Structural and optical characterization of 1 µm of ternary alloy ZnCuSe thin films

Abstract

Different compositions of Cu-doped ZnSe in ternary alloy Zn1−xCuxSe thin films (with x = 0, 0.025, 0.05, 0.075 and 0.10) were evaporated (thickness 1 µm) onto glass substrate using electron beam evaporation method. The X-ray diffraction analysis for both powder and films indicated their polycrystalline nature with zinc blende (cubic) structure. The crystallite size was found to increase, while the lattice microstrain was decreased with increasing Cu dopant.
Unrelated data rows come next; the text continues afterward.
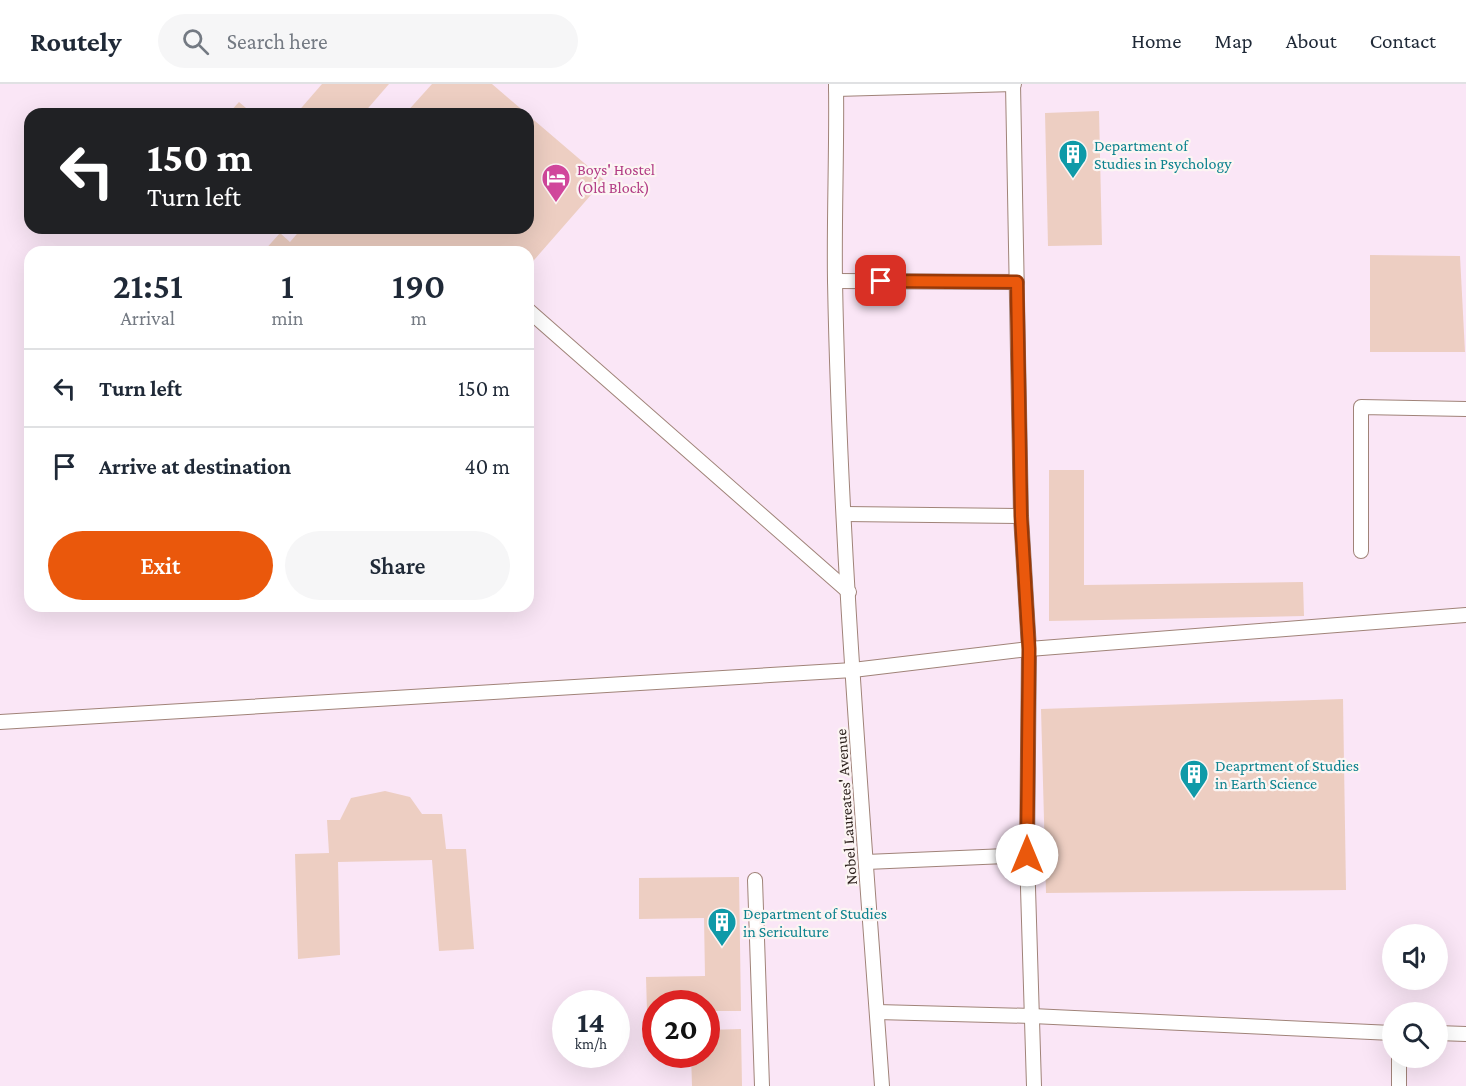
<!DOCTYPE html>
<style>
body{margin:0;font-family:"Crimson Pro",serif;background:#f6f6f7;color:#1f2937;height:100vh;display:flex;flex-direction:column;font-size:22px;white-space:nowrap}
*{box-sizing:border-box;margin:0}
p{font-size:20px;color:#747a83}
.icon{flex:none;width:33px;height:33px;fill:none;stroke:currentColor;stroke-width:2;stroke-linecap:round;stroke-linejoin:round}
.map{position:relative;flex:1;overflow:hidden}
.side{position:absolute;left:24px;top:162px;width:510px;height:366px;display:flex;flex-direction:column;background:#fff;border-radius:18px;box-shadow:0 6px 24px #0002}
.side>*{flex:none}
.guide{position:absolute;left:24px;top:24px;width:510px;height:126px;border-radius:18px;box-shadow:0 6px 24px #0002;background:#202124;color:#fff;overflow:hidden}
.controls{position:absolute;left:1382px;top:840px;display:grid;gap:12px}
.controls a{display:grid;place-items:center;width:66px;height:66px;border-radius:50%;background:#fff;box-shadow:0 6px 24px #0002;font-size:30px}
.speed{position:absolute;left:552px;top:906px;display:flex;gap:12px;font-size:30px;font-weight:700;text-align:center}
.speed>*{display:grid;place-content:center;width:78px;height:78px;border-radius:50%;background:#fff;box-shadow:0 6px 24px #0002;line-height:1}
.speed small{font-size:15px;font-weight:400}
.speed .limit{border:9px solid #d22;background:#fff;color:#111}
.pin{position:absolute;display:grid;place-items:center;width:51px;height:51px;color:#fff;margin:-26px;border-radius:12px;box-shadow:0 3px 9px #0006}
.me{position:absolute;width:66px;margin:-33px;rotate:0deg;stroke-linejoin:round;filter:drop-shadow(0 0 4px #0008)}
.turn{display:flex;align-items:center;gap:21px;height:126px;padding:0 24px;font-size:27px}
.turn .icon{width:78px;height:78px;stroke-width:2.5}
.turn b{display:block;font-size:42px;line-height:51px}
.eta{display:flex;justify-content:space-evenly;align-items:center;height:102px;text-align:center}
.eta b{font-size:36px;font-weight:600;line-height:42px}
.action{display:flex;gap:12px;margin-top:auto;padding:12px 24px}
.action a{flex:1;height:69px;border-radius:36px;background:#ea580c;color:#fff;font-size:24px;font-weight:600;line-height:69px;text-align:center}
.action a+a{background:#f6f6f7;color:#1f2937}
ul{padding:0;list-style:none}
li{display:flex;align-items:center;gap:18px;height:78px;padding:0 24px;border-top:2px solid #e0e1e3}
li div{flex:1}
li b{display:block;font-size:22px}
li em{font-style:normal}
header{display:flex;align-items:center;gap:36px;box-sizing:border-box;height:84px;padding:0 30px;background:#fff;border-bottom:2px solid #e0e1e3}
header strong{font-size:28px}
nav{display:flex;gap:33px;margin-inline-start:auto;font-size:21px}
.search{width:420px;height:54px;background:#f6f6f7;display:flex;align-items:center;gap:15px;box-sizing:border-box;padding:0 21px;border-radius:33px;color:#747a83;font-size:22px}
.map>svg:first-child{display:block}
</style>
<header>
<strong>Routely</strong>
<div class="search"><svg class="icon" aria-label="search" viewBox="0 0 24 24"><circle cx="10" cy="10" r="6"/><path d="M15 15l6 6"/></svg>Search here</div>
<nav><a>Home</a><a>Map</a><a>About</a><a>Contact</a></nav>
</header>
<div class="map">
<svg width="1466" height="1002" viewBox="0 0 1466 1002">
<rect width="100%" height="100%" fill="#fcf5f3"/>
<!-- education -->
<path fill="#fae6f6" fill-rule="evenodd" d="M0,0H1466V1002H0ZM30,30H528V144H30ZM30,168H528V522H30ZM1392,850H1437V896H1392ZM566,920H616V970H566ZM656,920H706V970H656ZM1392,928H1437V974H1392Z"/>
<!-- building -->
<g fill="#edcec2">
<path d="M322,0H389L363,30H296Z"/>
<path d="M432,0H492L527,30H405Z"/>
<path d="M239,18L253,30H228Z"/>
<path d="M1099,27L1102,161L1048,162L1045,29Z"/>
<path d="M528,31L604,96L528,183V168H263L280,149L290,158L302,144H528Z"/>
<path d="M1370,171L1460,172L1465,268H1370Z"/>
<path d="M1049,386H1084V501L1303,498L1304,532L1049,537Z"/>
<path d="M1343,615L1346,806L1046,809L1041,625Z"/>
<path d="M385,707L410,713L422,730H442L446,765H466L474,865L439,867L432,776L338,778L340,871L298,875L295,770L329,769L327,736H340L351,714Z"/>
<path d="M739,793L741,927H706V920H656V928H647L646,893L705,892L704,834L639,835V794Z"/>
<path d="M741,945L742,1002H692L691,970H706V946Z"/>
</g>
<g fill="none" stroke-linecap="round" stroke-linejoin="round">
<!-- lane casing -->
<g stroke="#a08378" stroke-width="16">
<g id="lane">
<path d="M836,0C837,66 834,131 835,197C840,465 863,734 882,1002"/>
<path d="M1013,0L1021,432L1029,565L1027,771L1034,1002"/>
<path d="M836,5L1014,0"/>
<path d="M835,197L1017,198"/>
<path d="M528,226L849,508"/>
<path d="M845,430L1021,432"/>
<path d="M1361,467V323L1466,325"/>
<path d="M0,638L853,586L1029,565L1466,531"/>
<path d="M866,778L1027,771"/>
<path d="M755,796L762,1002"/>
<path d="M877,928L1032,932L1392,949"/>
<path d="M1437,949L1466,950"/>
<path d="M1399,974V1002"/>
</g>
</g>
<!-- lane -->
<use href="#lane" stroke="#fff" stroke-width="14"/>
</g>
<g fill="none" stroke-linecap="round" stroke-linejoin="round">
<!-- route casing -->
<g stroke="#983908" stroke-width="15">
<path id="route" d="M881,197L1017,198L1021,432L1029,565L1027,771"/>
</g>
<!-- route -->
<use href="#route" stroke="#ea580c" stroke-width="10"/>
</g>
<!-- icons -->
<defs>
<g id="building-pin" transform="scale(1.5)"><path d="M0 17L-7.5 6A9.5 9.5 0 1 1 7.5 6Z" fill="#0f9aa8" stroke="#fcf5f3"/><path d="M-4-6H4V6H1V3H-1V6H-4ZM-2.5-4.3h1.7v1.8h-1.7ZM.8-4.3h1.7v1.8H.8ZM-2.5-1h1.7V.8h-1.7ZM.8-1h1.7V.8H.8Z" fill="#fff"/></g>
<g id="hotel-pin" transform="scale(1.5)"><path d="M0 17L-7.5 6A9.5 9.5 0 1 1 7.5 6Z" fill="#d1479c" stroke="#fcf5f3"/><path d="M-6-4.5h1.5V1H6V5H4.5V3h-9V5H-6ZM-4 0a1.8 1.8 0 1 1 3.6 0ZM.5 0V-2.5h3Q6-2.5 6 0Z" fill="#fff"/></g>
</defs>
<g fill-rule="evenodd">
<use href="#building-pin" x="1073" y="70"/>
<use href="#hotel-pin" x="556" y="94"/>
<use href="#building-pin" x="1194" y="690"/>
<use href="#building-pin" x="722" y="838"/>
</g>
<g text-anchor="middle" dominant-baseline="central" stroke-width="4.5" stroke-linejoin="round" paint-order="stroke">
<!-- culture labels -->
<g font-size="16" fill="#0d838f" stroke="#fcf5f3" text-anchor="start">
<text x="1094" y="61">Department of<tspan x="1094" dy="18">Studies in Psychology</tspan></text>
<text x="1215" y="681">Deaprtment of Studies<tspan x="1215" dy="18">in Earth Science</tspan></text>
<text x="743" y="829">Department of Studies<tspan x="743" dy="18">in Sericulture</tspan></text>
</g>
<!-- hotel labels -->
<g font-size="16" fill="#b23c85" stroke="#fcf5f3" text-anchor="start">
<text x="577" y="85">Boys' Hostel<tspan x="577" dy="18">(Old Block)</tspan></text>
</g>
<!-- street labels -->
<g font-size="16" fill="#2b1f1b" stroke="#fcf5f3">
<text transform="translate(846 723) rotate(-94)">Nobel Laureates' Avenue</text>
</g>
</g>
</svg>
<div class="controls">
<a><svg class="icon" aria-label="sound" viewBox="0 0 24 24"><path d="M4 9h4l5-4v14l-5-4H4zM17 9q2 3 0 6"/></svg></a>
<a><svg class="icon" aria-label="search" viewBox="0 0 24 24"><circle cx="10" cy="10" r="6"/><path d="M15 15l6 6"/></svg></a>
</div>
<div class="speed"><div>14<small>km/h</small></div><div class="limit">20</div></div>
<div class="pin" style="left:881px;top:197px;background:#d93025"><svg class="icon" aria-label="arrive" viewBox="0 0 24 24"><path d="M6 21V4h12l-3 4 3 4H6"/></svg></div>
<svg class="me" style="left:1027px;top:771px" viewBox="-20 -20 40 40"><circle r="19" fill="#fff"/><path d="M0-13L10 11 0 6-10 11z" fill="#ea580c"/></svg>
<div class="guide">
<div class="turn"><svg class="icon" aria-label="left" viewBox="0 0 24 24"><path d="M17 20v-9H6M10 6l-5 5 5 5"/></svg><div><b>150 m</b>Turn left</div></div>
</div>
<section class="side">
<div class="eta">
<div><b>21:51</b><p>Arrival</p></div>
<div><b>1</b><p>min</p></div>
<div><b>190</b><p>m</p></div>
</div>
<ul>
<li><svg class="icon" aria-label="left" viewBox="0 0 24 24"><path d="M17 20v-9H6M10 6l-5 5 5 5"/></svg><div><b>Turn left</b></div><em>150 m</em></li>
<li><svg class="icon" aria-label="arrive" viewBox="0 0 24 24"><path d="M6 21V4h12l-3 4 3 4H6"/></svg><div><b>Arrive at destination</b></div><em>40 m</em></li>
</ul>
<div class="action"><a>Exit</a><a>Share</a></div>
</section>
</div>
The optical characterization of films was carried out using the transmittance spectra, where the refractive indices have been evaluated in transparent and medium transmittance regions using the envelope method, suggested by Swanepoel. The refractive index has been found to increase with increasing Cu content. The dispersion of refractive index has been analyzed in terms of the Wemple–DiDomenico single-oscillator model. The oscillator parameters, the single-oscillator energy Eo, the dispersion energy Ed and the static refractive index n0, were estimated. The optical band gap was determined in strong absorption region of transmittance spectra and was found to increase from 2.702 to 2.821 eV with increasing the Cu content. This increase in the band gap was well explained by the Burstein–Moss effect.